Finanzinvestoren kämpfen nicht mehr mit einem Imageproblem wie früher. Aber ob sie den Unternehmen auch nutzen, sehen Studien unterschiedlich.

Von Klaus Max Smolka, Frankfurt

Auf das Image ihrer Branche angesprochen, reagieren Private-Equity-Manager gerne genervt oder sogar beleidigt. Ulrike Hinrichs gehört nicht dazu. Die Geschäftsführerin des deutschen Branchenverbandes BVK ist um eine unverblümte Gegenrede selten verlegen. Etwa, wenn Bistümer Private Equity als moralisch problematisch bewerten – aber große kirchliche Versorgungskassen Hunderte Millionen Euro jährlich investieren, wie sich vor ein paar Jahren herausstellte. „Eine gewisse Bigotterie“ konstatiert sie dann, genüsslich auf muntere Renditen für die Mitarbeiterrenten verweisend. „Hier müssen die Kirchen ihr Bild korrigieren.“

Anfang Mai 2011 trat Hinrichs das Amt als Cheflobbyistin in Berlin an, und in den zehn Jahren hat sich nach ihrer Einschätzung viel getan im Ansehen der Beteiligungsgesellschaften: „Da würde ich sagen, wir sind von der Heuschrecke zur Freuschrecke gekommen“, sagt Hinrichs im Video-Gespräch mit der F.A.Z. „Heuschrecke“, das ist der unvergessene Term, den der deutsche Sozialdemokrat Franz Müntefering für Finanzinvestoren in den 2000er Jahren prägte – in den Niederlanden verwendete übrigens wenig später der christdemokratische Wirtschaftsminister Joop Wijn den gleichen Begriff („sprinkhanen“). „Ich finde, bis auf ganz, ganz wenige Ausnahmen spielt dieses ganze Heuschreckenthema in der Politik kaum noch eine Rolle“, sagt Hinrichs. Vielmehr habe sich Private Equity als alternative Geldquelle festgesetzt: „Ich glaube, dass es sich bei Beteiligungsfinanzierung um eine Finanzierungsform handelt, die sich hier in den letzten zehn Jahren viel stärker im Markt etabliert hat. Und auch an Image gewonnen hat.“ Natürlich gebe es noch Berührungsängste, auch in der Industrie. Aber heutzutage suchten Wirtschaftsunternehmen und Verbände die Kooperation, Familiengesellschaften ebenso wie große Unternehmen.

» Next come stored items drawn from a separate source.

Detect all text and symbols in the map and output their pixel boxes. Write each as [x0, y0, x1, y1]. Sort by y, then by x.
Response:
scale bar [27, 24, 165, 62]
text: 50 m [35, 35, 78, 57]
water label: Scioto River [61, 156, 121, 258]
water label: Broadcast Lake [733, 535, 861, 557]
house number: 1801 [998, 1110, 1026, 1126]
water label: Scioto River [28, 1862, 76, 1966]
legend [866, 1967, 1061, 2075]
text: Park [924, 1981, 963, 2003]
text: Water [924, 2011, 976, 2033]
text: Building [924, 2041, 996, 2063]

Positives Echo von Gewerkschaften

Ärger aber gibt es immer wieder – namentlich wenn Beteiligungsgesellschaften sanieren, aber auch in den weniger spektakulären Fällen: wenn nach dem Eignerwechsel Tarifverträge oder anderweitig verankerte Arbeitnehmerstandards ausgehebelt werden. Andererseits berichten Gewerkschafter inzwischen öfters von positiven Erfahrungen mit Finanzinvestoren – und umgekehrt.
Manchmal wünschen sich Arbeitnehmervertreter ausdrücklich Private Equity, wenn denn ein Unternehmen schon verkauft werden muss – das war etwa beim Verkauf der Aufzugsparte Thyssen-Krupps der Fall. Ein Konkurrent aus der Branche kann nach einer Übernahme Überlappungen beseitigen, „Synergien heben“ und möglicherweise mehr Stellen streichen als ein Finanzinvestor, der das Unternehmen eigenständig erhält.

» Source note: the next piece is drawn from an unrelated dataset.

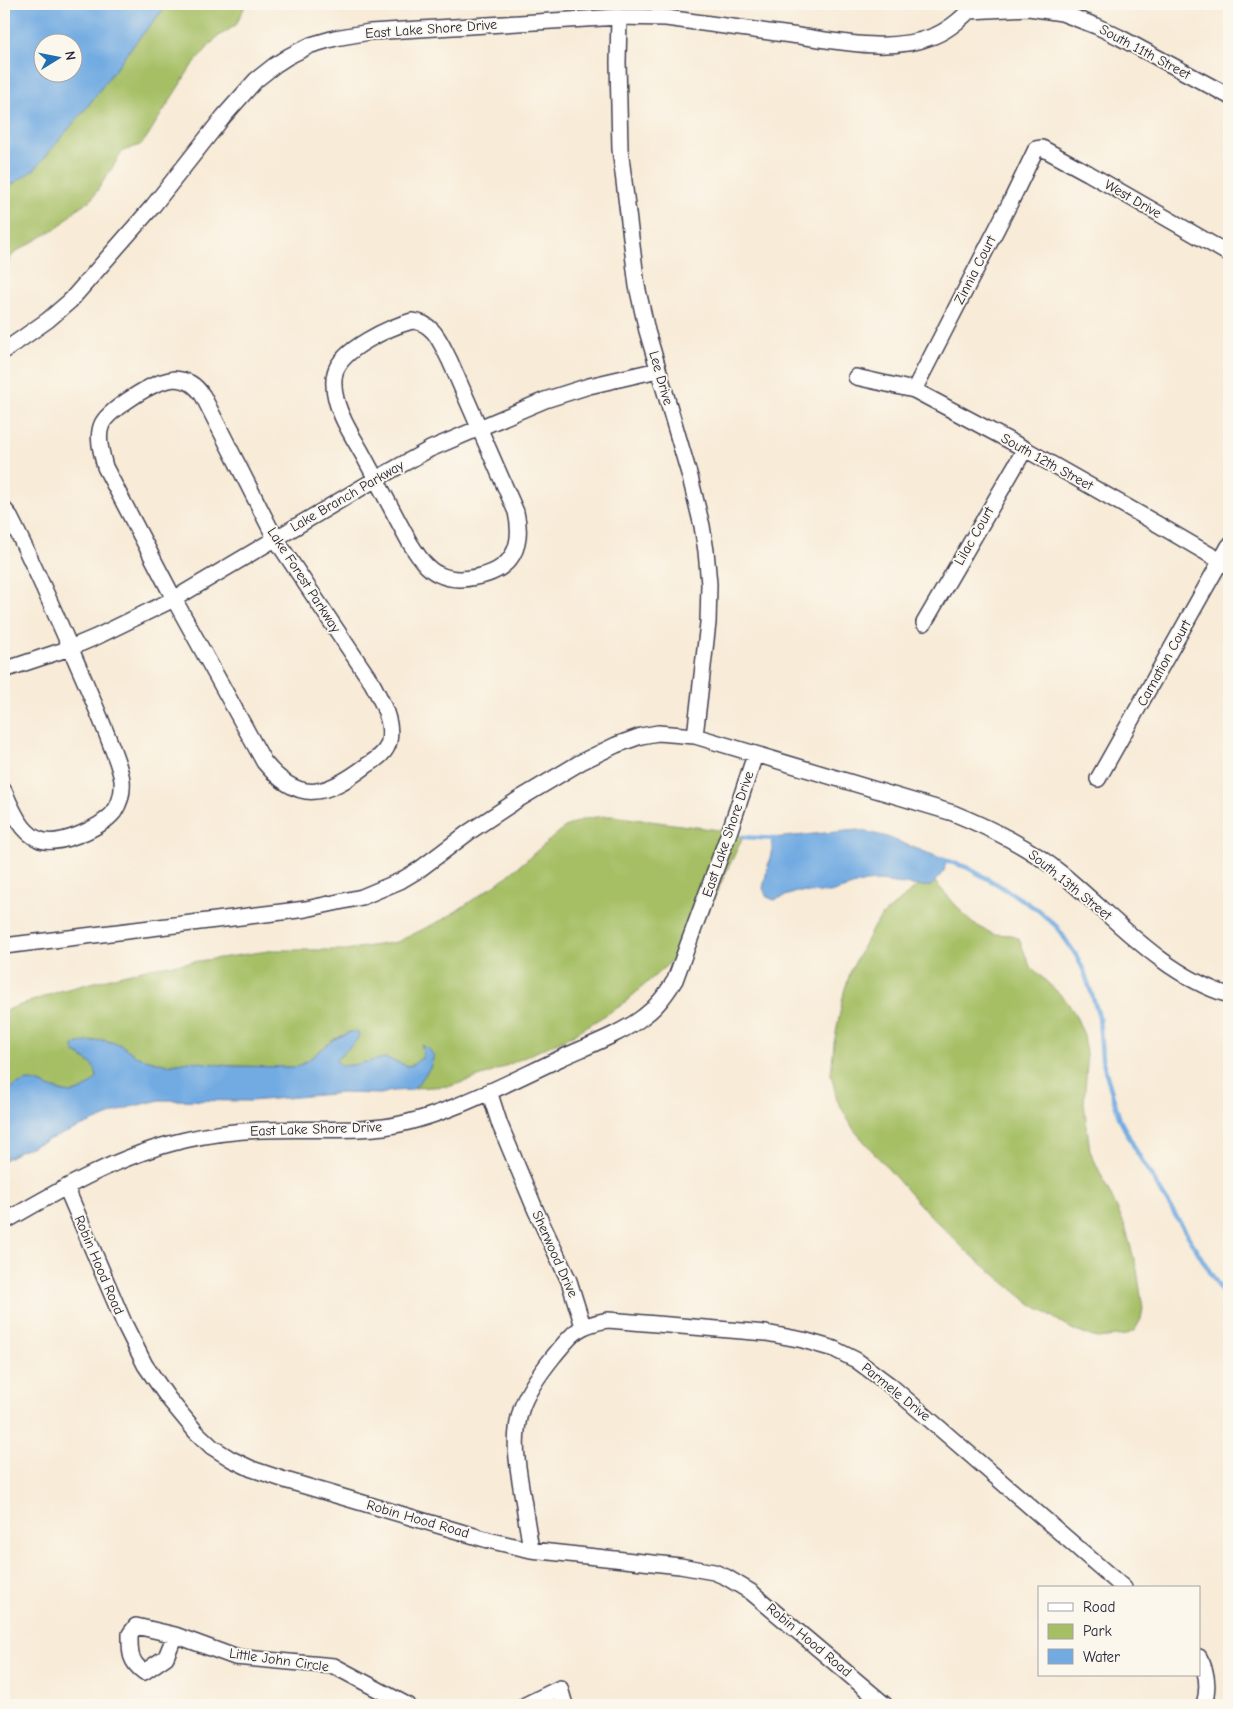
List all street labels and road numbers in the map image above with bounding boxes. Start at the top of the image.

Private-Equity-Häuser betonen heute viel stärker, wie sie Unternehmen entwickeln – etwa durch die gerne zitierte Strategie des „buy and build“, mit der sie neue Marktführer schmieden. Klar ist allerdings auch: Auf dem Weg fallen immer beträchtliche Managementgebühren für die Private-Equity-Leute an, oft außerdem eine Gewinnbeteiligung bei der Veräußerung sowie Kosten für Berater. Irgendwo anders fehlt dieses Geld.

Nutzen Finanzinvestoren also oder schaden sie? Dazu wartete die gewerkschaftsnahe Hans-Böckler-Stiftung im Januar mit den Ergebnissen einer Studie auf. Kernaussage: Beteiligungsgesellschaften als Eigentümer schwächen ihre Unternehmen tendenziell. „Schwache Beschäftigung, mehr Schulden, weniger Eigenkapital und daher ein höheres Insolvenzrisiko“ – resümiert die Stiftung. In den Jahren nach der Übernahme entwickelten sich Unternehmen unter Private-Equity-Ägide vergleichsweise schlecht. Vor allem Folge-Deals sind laut Studie problematisch: wenn also eine Beteiligungsgesellschaft ein Unternehmen nach einigen Jahren an eine andere weiterreicht.

Als Grundlage dienten Daten von Unternehmen in Deutschland, die 2013 durch eine Private-Equity-Gesellschaft übernommen wurden. Der Wissenschaftler Christoph Scheuplein vom Institut Arbeit und Technik (IAT) an der Westfälischen Hochschule Gelsenkirchen/Bocholt/Recklinghausen zählte für jenes Jahr 156 Unternehmen und fand in 103 Fällen detaillierte Informationen über Geschäftsberichte und Unternehmensdatenbanken. Diesen Unternehmen stellte er vergleichbare Konkurrenten ohne Finanzinvestor im Hintergrund gegenüber – und analysierte, wie sich die Beschäftigung und Finanzlage entwickelten, und zwar in den zwei Jahren vor und in den Jahren nach der Übernahme bis 2017.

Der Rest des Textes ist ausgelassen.